— Task objective —
Please set down exactly the lines of the listing below from the line containing "ctx.lineJoin = 'round';" through the line containing "const toPath = rows", both lines included, leaving out all other lines.

— Data records —
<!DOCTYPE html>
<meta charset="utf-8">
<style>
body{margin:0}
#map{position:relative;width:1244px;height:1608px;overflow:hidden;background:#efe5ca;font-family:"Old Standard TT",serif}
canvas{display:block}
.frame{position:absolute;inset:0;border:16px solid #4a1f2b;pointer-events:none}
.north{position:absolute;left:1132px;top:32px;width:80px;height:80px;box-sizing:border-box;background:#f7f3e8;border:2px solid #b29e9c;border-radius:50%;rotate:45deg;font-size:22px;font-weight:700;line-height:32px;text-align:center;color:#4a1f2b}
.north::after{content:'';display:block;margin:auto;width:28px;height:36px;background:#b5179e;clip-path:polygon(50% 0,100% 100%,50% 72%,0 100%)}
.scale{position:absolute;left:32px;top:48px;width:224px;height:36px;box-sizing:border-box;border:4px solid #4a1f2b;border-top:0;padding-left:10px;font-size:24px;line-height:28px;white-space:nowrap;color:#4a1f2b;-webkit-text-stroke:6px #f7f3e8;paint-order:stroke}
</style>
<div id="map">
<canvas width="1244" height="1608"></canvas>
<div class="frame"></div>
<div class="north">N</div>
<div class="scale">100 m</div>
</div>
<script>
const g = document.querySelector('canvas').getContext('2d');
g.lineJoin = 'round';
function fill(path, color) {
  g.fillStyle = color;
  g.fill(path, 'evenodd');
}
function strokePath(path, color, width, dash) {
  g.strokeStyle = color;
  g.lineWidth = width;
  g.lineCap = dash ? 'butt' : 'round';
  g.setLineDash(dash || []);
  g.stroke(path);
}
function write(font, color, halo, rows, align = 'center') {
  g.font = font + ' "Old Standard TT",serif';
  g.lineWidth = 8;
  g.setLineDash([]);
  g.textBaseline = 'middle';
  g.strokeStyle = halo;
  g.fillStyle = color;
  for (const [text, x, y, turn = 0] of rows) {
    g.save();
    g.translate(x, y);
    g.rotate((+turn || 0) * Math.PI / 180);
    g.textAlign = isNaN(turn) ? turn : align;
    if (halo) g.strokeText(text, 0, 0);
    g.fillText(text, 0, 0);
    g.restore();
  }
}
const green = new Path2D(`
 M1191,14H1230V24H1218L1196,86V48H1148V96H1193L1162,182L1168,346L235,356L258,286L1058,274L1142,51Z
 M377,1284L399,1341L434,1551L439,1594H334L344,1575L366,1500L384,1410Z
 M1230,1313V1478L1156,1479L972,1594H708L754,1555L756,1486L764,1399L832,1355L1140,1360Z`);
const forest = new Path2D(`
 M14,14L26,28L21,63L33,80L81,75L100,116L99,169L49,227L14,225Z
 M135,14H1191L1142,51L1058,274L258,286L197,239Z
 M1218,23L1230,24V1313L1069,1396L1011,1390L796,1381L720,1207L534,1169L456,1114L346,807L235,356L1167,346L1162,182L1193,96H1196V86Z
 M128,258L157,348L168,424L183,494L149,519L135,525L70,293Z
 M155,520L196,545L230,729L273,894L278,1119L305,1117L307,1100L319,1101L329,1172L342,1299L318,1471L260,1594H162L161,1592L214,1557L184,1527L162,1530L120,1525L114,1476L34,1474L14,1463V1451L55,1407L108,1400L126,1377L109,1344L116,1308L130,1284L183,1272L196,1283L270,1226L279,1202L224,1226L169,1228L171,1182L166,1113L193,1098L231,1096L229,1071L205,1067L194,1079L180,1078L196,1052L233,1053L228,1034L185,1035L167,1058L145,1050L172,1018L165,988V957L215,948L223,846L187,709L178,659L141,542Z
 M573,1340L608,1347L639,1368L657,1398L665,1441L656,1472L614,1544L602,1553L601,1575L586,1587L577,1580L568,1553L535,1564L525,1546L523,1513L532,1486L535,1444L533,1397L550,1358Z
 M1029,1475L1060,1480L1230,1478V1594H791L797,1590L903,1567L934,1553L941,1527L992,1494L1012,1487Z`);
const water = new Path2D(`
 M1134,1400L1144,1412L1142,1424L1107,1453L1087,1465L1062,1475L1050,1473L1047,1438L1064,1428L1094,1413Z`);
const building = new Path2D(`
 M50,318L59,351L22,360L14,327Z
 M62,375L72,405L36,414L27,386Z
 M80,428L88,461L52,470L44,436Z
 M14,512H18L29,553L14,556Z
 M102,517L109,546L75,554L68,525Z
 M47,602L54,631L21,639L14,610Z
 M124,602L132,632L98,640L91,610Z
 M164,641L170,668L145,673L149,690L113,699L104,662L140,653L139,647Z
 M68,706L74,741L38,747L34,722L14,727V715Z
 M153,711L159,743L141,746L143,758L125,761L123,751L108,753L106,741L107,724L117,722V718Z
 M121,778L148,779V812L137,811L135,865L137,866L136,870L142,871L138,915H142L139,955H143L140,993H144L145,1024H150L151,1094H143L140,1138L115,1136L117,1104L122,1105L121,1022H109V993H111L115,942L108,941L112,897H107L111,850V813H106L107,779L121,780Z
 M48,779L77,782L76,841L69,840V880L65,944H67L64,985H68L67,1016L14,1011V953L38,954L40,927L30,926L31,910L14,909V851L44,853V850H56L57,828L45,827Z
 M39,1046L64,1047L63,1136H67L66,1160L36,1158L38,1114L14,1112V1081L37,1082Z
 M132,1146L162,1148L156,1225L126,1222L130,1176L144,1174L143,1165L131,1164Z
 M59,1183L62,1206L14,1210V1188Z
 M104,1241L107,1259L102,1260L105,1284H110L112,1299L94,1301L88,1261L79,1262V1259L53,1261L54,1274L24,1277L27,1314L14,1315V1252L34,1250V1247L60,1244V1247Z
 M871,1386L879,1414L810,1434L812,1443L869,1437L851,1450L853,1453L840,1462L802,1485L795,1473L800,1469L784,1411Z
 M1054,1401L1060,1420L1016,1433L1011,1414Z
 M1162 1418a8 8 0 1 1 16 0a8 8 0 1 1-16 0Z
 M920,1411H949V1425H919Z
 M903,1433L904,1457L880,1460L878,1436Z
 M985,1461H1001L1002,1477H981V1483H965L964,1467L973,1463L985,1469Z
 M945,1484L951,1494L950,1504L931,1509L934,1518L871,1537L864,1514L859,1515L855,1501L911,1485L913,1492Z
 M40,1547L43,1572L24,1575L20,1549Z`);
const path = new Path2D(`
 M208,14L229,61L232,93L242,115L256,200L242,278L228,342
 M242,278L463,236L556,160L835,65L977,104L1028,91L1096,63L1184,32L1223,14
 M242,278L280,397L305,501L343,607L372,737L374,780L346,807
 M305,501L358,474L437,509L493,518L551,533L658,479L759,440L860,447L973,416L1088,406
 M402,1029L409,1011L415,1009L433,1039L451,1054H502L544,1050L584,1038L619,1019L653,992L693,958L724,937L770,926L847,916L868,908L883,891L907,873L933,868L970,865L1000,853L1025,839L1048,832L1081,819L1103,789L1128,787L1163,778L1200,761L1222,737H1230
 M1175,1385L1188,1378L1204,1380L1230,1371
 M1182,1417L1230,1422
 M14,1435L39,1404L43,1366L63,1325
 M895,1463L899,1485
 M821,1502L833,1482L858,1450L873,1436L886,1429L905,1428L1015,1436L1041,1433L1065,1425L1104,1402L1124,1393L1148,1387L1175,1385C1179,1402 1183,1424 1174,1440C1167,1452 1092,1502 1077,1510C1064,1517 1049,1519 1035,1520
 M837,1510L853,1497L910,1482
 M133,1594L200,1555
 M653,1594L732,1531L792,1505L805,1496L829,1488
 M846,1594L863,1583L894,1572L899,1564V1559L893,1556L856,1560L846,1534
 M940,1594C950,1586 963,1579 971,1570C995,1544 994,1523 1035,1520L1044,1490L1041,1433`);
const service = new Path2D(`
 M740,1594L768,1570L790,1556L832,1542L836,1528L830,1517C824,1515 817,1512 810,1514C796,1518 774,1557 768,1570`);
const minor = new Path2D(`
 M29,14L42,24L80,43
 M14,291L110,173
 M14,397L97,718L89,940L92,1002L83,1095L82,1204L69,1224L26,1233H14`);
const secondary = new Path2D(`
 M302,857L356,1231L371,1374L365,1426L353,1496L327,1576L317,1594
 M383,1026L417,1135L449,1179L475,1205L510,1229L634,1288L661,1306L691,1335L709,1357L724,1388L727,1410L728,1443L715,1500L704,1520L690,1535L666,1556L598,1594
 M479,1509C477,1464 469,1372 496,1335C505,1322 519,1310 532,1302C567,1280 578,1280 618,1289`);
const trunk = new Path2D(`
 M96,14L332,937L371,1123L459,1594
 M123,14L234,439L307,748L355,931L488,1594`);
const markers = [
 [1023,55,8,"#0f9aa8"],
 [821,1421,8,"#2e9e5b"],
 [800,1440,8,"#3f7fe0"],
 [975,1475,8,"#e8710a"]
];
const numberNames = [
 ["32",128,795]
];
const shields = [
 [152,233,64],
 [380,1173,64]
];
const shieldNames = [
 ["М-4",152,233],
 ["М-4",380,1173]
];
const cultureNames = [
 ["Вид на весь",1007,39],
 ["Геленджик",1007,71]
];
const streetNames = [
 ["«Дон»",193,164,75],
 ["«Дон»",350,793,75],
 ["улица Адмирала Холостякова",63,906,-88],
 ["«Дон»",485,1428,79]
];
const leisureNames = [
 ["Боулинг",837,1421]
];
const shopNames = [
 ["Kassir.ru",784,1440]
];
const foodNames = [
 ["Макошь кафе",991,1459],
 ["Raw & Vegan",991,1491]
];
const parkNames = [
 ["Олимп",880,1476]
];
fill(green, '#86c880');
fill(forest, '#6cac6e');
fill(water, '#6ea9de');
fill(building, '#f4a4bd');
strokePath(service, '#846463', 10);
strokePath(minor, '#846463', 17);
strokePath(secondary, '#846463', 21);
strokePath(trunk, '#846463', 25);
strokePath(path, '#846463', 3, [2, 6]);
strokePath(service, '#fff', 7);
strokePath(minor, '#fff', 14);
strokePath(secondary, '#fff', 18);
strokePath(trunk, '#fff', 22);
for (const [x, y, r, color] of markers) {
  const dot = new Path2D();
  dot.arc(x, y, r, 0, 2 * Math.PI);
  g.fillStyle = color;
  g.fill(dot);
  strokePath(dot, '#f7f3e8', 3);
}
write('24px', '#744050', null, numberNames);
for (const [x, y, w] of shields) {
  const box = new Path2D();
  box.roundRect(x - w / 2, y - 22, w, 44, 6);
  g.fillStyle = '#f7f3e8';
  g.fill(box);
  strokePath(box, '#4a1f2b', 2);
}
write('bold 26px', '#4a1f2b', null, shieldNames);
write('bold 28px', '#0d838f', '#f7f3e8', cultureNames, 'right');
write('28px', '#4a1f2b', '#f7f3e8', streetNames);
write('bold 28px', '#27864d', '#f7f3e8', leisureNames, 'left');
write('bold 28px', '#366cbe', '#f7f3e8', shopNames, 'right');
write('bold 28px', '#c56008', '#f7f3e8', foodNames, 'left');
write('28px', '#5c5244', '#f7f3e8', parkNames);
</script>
* * *
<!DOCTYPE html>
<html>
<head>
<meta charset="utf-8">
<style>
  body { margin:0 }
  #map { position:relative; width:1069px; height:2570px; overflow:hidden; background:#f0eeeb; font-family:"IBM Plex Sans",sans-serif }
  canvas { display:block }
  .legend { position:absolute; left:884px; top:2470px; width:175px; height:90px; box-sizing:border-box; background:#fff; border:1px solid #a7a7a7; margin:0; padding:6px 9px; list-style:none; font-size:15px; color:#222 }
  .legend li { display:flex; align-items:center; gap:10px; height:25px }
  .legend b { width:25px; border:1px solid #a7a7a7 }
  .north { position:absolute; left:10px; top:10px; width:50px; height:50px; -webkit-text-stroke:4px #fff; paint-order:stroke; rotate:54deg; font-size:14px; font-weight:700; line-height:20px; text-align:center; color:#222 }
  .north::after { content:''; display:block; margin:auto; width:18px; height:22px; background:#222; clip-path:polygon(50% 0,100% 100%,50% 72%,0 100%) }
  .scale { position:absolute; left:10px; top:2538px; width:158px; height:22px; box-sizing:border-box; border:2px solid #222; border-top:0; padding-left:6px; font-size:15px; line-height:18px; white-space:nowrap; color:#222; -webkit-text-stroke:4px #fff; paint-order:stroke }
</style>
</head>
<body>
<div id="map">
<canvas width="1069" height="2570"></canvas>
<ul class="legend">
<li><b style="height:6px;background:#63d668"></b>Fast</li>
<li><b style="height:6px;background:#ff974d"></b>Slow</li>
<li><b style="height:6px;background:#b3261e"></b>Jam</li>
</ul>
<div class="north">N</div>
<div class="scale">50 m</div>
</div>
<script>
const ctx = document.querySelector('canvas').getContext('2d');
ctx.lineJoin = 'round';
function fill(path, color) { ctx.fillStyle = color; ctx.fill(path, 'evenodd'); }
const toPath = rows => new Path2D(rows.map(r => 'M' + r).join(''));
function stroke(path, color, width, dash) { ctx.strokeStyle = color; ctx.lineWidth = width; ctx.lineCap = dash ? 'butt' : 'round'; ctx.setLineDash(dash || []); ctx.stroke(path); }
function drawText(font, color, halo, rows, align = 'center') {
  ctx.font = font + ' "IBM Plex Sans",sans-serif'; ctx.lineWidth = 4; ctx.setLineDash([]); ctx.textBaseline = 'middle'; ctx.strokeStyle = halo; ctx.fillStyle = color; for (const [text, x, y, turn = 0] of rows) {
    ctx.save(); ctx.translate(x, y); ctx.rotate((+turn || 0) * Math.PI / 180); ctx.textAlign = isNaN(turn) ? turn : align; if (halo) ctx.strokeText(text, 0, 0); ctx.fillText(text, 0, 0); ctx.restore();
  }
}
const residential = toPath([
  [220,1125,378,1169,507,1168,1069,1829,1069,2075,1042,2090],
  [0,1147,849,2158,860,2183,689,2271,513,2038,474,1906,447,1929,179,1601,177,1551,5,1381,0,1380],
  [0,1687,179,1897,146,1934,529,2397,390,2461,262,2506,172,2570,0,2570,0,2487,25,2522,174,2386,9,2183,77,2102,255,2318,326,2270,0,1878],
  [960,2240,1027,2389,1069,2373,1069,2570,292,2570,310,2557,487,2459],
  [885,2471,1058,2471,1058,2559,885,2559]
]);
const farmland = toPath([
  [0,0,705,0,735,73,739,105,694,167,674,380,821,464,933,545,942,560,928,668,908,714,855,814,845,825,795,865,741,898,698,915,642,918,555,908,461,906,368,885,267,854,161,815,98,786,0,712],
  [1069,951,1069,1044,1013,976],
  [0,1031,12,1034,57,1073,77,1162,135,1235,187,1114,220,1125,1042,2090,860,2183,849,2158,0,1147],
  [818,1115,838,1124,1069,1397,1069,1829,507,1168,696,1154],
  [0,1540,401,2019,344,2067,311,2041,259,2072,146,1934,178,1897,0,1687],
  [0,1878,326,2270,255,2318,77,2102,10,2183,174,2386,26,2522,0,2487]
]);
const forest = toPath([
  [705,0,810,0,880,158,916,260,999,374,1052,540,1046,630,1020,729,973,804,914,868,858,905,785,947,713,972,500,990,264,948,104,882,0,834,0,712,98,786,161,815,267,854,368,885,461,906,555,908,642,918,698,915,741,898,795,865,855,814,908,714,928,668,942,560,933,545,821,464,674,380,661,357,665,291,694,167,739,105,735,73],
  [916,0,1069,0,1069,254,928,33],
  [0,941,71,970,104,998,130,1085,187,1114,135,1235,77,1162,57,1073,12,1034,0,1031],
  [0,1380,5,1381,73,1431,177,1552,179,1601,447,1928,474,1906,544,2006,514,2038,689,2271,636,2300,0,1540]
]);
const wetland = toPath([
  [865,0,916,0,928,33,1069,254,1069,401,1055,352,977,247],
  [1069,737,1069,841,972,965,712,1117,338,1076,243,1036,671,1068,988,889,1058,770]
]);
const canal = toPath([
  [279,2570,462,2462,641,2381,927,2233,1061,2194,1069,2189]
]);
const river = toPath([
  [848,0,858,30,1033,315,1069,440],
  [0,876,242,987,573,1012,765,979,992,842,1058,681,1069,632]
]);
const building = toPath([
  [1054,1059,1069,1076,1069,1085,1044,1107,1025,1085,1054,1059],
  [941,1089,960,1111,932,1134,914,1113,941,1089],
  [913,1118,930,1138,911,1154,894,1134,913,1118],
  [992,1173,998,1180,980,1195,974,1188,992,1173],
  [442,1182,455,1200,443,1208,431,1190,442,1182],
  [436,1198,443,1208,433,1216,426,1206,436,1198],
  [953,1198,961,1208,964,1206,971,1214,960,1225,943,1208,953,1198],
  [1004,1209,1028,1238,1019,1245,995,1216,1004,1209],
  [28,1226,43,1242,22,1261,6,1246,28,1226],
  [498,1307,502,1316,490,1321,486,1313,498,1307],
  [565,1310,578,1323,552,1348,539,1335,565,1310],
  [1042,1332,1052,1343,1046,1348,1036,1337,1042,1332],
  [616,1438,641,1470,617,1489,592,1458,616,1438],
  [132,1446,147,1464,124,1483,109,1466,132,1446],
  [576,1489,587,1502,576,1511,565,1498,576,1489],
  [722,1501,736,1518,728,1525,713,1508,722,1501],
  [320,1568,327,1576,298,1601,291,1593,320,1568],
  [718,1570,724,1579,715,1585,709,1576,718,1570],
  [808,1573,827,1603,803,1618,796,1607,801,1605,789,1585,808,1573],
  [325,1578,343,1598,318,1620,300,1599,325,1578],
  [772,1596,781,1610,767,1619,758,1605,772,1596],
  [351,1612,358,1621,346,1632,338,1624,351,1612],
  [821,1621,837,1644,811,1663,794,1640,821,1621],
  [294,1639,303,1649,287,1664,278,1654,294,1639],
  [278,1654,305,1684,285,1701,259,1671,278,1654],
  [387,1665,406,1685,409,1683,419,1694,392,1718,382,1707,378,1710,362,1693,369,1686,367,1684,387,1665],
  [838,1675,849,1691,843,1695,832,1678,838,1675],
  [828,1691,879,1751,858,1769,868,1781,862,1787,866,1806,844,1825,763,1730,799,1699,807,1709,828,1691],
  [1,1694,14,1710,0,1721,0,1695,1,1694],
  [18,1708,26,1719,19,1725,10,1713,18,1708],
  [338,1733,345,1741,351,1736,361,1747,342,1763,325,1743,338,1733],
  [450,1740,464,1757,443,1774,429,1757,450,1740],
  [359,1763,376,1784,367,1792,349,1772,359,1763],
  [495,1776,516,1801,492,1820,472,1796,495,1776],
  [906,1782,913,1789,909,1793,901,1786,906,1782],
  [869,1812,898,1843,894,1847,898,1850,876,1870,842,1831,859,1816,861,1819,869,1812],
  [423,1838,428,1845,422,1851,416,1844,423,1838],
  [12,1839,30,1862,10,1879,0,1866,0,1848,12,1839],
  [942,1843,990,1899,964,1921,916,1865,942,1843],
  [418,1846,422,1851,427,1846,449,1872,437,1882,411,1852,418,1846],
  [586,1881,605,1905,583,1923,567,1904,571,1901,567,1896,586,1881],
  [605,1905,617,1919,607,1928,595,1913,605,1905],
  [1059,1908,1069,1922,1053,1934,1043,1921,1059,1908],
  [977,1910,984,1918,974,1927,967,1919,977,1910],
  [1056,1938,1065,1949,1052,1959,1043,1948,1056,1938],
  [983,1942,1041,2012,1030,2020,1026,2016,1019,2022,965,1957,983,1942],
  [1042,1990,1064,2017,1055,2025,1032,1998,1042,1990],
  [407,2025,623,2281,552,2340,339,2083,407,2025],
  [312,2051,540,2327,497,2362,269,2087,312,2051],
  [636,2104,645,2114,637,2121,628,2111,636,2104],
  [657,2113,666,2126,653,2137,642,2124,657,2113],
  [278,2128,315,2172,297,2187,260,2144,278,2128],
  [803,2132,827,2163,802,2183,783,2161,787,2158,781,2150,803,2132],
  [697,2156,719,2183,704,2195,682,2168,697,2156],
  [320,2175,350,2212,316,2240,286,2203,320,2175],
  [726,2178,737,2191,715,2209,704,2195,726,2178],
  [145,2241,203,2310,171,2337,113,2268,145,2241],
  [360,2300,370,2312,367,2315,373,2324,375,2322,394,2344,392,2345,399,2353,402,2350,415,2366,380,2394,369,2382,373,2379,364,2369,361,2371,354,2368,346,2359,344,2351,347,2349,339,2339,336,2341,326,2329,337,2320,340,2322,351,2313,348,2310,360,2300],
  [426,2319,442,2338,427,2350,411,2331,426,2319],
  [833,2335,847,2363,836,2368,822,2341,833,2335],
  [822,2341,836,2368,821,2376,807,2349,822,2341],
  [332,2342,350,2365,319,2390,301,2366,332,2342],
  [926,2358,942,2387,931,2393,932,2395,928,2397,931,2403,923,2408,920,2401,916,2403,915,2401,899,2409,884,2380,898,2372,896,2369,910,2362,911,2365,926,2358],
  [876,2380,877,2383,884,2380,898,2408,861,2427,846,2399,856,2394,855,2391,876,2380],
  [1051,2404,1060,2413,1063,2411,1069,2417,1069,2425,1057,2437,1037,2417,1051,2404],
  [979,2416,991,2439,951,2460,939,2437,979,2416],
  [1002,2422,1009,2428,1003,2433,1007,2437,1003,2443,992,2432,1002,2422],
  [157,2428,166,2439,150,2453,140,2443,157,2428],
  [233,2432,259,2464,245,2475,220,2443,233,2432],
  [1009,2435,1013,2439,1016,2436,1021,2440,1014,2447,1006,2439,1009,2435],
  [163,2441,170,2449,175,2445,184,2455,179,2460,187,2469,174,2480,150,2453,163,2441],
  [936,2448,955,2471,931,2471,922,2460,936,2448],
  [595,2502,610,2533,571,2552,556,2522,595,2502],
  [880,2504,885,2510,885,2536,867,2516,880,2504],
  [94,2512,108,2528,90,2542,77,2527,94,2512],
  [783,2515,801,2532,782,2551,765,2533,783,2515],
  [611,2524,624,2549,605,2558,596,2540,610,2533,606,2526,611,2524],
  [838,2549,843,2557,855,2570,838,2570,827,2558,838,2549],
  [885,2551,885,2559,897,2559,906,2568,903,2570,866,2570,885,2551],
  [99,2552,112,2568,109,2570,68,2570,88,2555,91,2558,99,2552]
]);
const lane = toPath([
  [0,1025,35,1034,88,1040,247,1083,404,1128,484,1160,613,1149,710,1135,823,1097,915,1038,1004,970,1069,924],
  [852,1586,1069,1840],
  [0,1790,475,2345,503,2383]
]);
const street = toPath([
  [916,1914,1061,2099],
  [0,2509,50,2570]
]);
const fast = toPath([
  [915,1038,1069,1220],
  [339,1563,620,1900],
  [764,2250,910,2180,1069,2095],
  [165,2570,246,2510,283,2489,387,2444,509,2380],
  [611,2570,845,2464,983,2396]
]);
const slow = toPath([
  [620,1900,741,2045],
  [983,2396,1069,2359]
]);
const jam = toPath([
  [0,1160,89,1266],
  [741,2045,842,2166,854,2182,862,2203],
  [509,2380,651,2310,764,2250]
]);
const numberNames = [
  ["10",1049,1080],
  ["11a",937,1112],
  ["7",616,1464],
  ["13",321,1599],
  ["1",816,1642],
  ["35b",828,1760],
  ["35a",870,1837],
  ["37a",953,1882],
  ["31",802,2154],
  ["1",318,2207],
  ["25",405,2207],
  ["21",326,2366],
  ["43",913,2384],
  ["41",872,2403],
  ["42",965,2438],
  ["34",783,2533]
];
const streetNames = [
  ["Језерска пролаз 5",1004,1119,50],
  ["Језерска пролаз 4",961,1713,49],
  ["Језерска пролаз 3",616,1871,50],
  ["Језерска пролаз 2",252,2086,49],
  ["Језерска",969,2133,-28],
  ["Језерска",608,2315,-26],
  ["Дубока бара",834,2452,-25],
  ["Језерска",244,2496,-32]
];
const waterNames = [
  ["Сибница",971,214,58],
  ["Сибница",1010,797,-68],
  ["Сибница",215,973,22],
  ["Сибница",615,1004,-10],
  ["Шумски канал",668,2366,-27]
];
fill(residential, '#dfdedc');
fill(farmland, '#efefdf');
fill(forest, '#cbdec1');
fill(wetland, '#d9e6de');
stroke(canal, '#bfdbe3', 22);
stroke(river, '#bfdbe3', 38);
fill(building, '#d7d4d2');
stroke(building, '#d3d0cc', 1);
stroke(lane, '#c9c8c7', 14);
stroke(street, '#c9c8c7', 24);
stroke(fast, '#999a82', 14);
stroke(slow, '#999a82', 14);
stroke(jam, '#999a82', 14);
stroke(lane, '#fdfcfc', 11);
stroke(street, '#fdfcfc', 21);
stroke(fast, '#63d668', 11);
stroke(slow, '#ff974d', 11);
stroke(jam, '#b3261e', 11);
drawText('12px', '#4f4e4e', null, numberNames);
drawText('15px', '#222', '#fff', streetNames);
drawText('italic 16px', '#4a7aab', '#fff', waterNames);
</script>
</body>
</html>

— Answer to this task —
ctx.lineJoin = 'round';
function fill(path, color) { ctx.fillStyle = color; ctx.fill(path, 'evenodd'); }
const toPath = rows => new Path2D(rows.map(r => 'M' + r).join(''));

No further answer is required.